Work to complete
Leave every picture out. Set down all the lines below exactly.

Dataset section
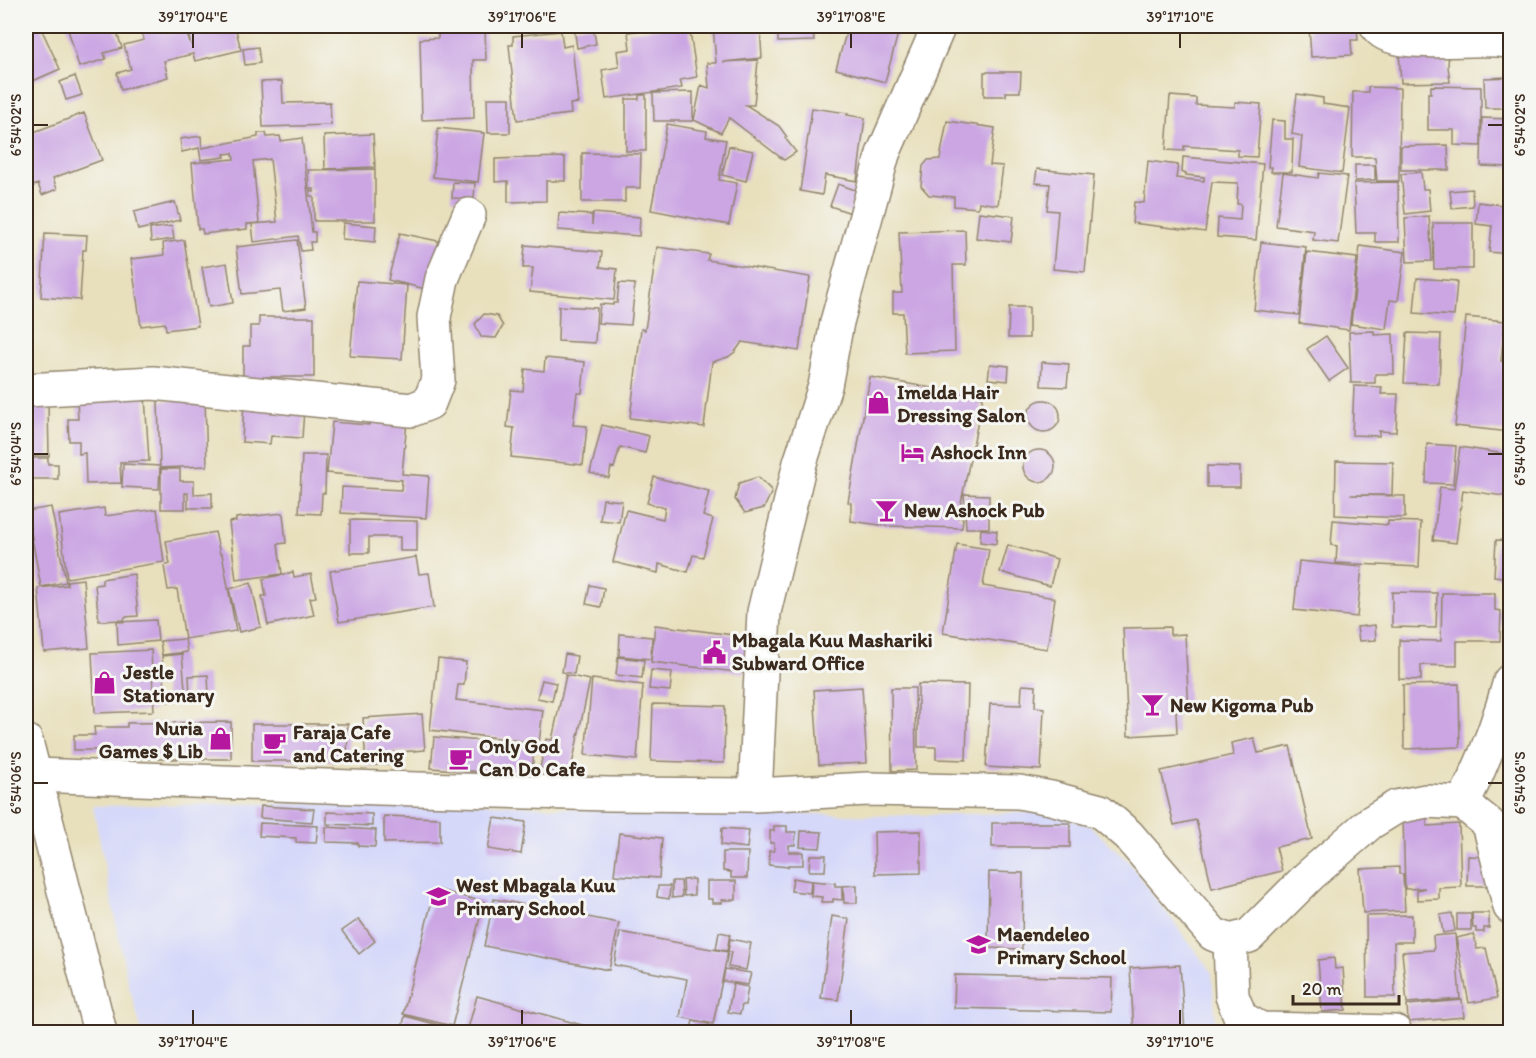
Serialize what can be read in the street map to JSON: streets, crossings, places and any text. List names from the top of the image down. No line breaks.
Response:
{"places":{"shop":["Imelda Hair Dressing Salon","Jestle Stationary","Nuria Games $ Lib"],"hotel":["Ashock Inn"],"bar":["New Ashock Pub","New Kigoma Pub"],"public building":["Mbagala Kuu Mashariki Subward Office"],"cafe":["Faraja Cafe and Catering","Only God Can Do Cafe"],"school or university":["West Mbagala Kuu Primary School","Maendeleo Primary School"]},"scale_bar":"20 m","coordinates":["39°17'04\"E","39°17'06\"E","39°17'08\"E","39°17'10\"E","6°54'02\"S","6°54'04\"S","6°54'06\"S"]}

Solution for this problem
Serialize what can be read in the street map to JSON: streets, crossings, places and any text. List names from the top of the image down. No line breaks.
Response:
{"places":{"shop":["Imelda Hair Dressing Salon","Jestle Stationary","Nuria Games $ Lib"],"hotel":["Ashock Inn"],"bar":["New Ashock Pub","New Kigoma Pub"],"public building":["Mbagala Kuu Mashariki Subward Office"],"cafe":["Faraja Cafe and Catering","Only God Can Do Cafe"],"school or university":["West Mbagala Kuu Primary School","Maendeleo Primary School"]},"scale_bar":"20 m","coordinates":["39°17'04\"E","39°17'06\"E","39°17'08\"E","39°17'10\"E","6°54'02\"S","6°54'04\"S","6°54'06\"S"]}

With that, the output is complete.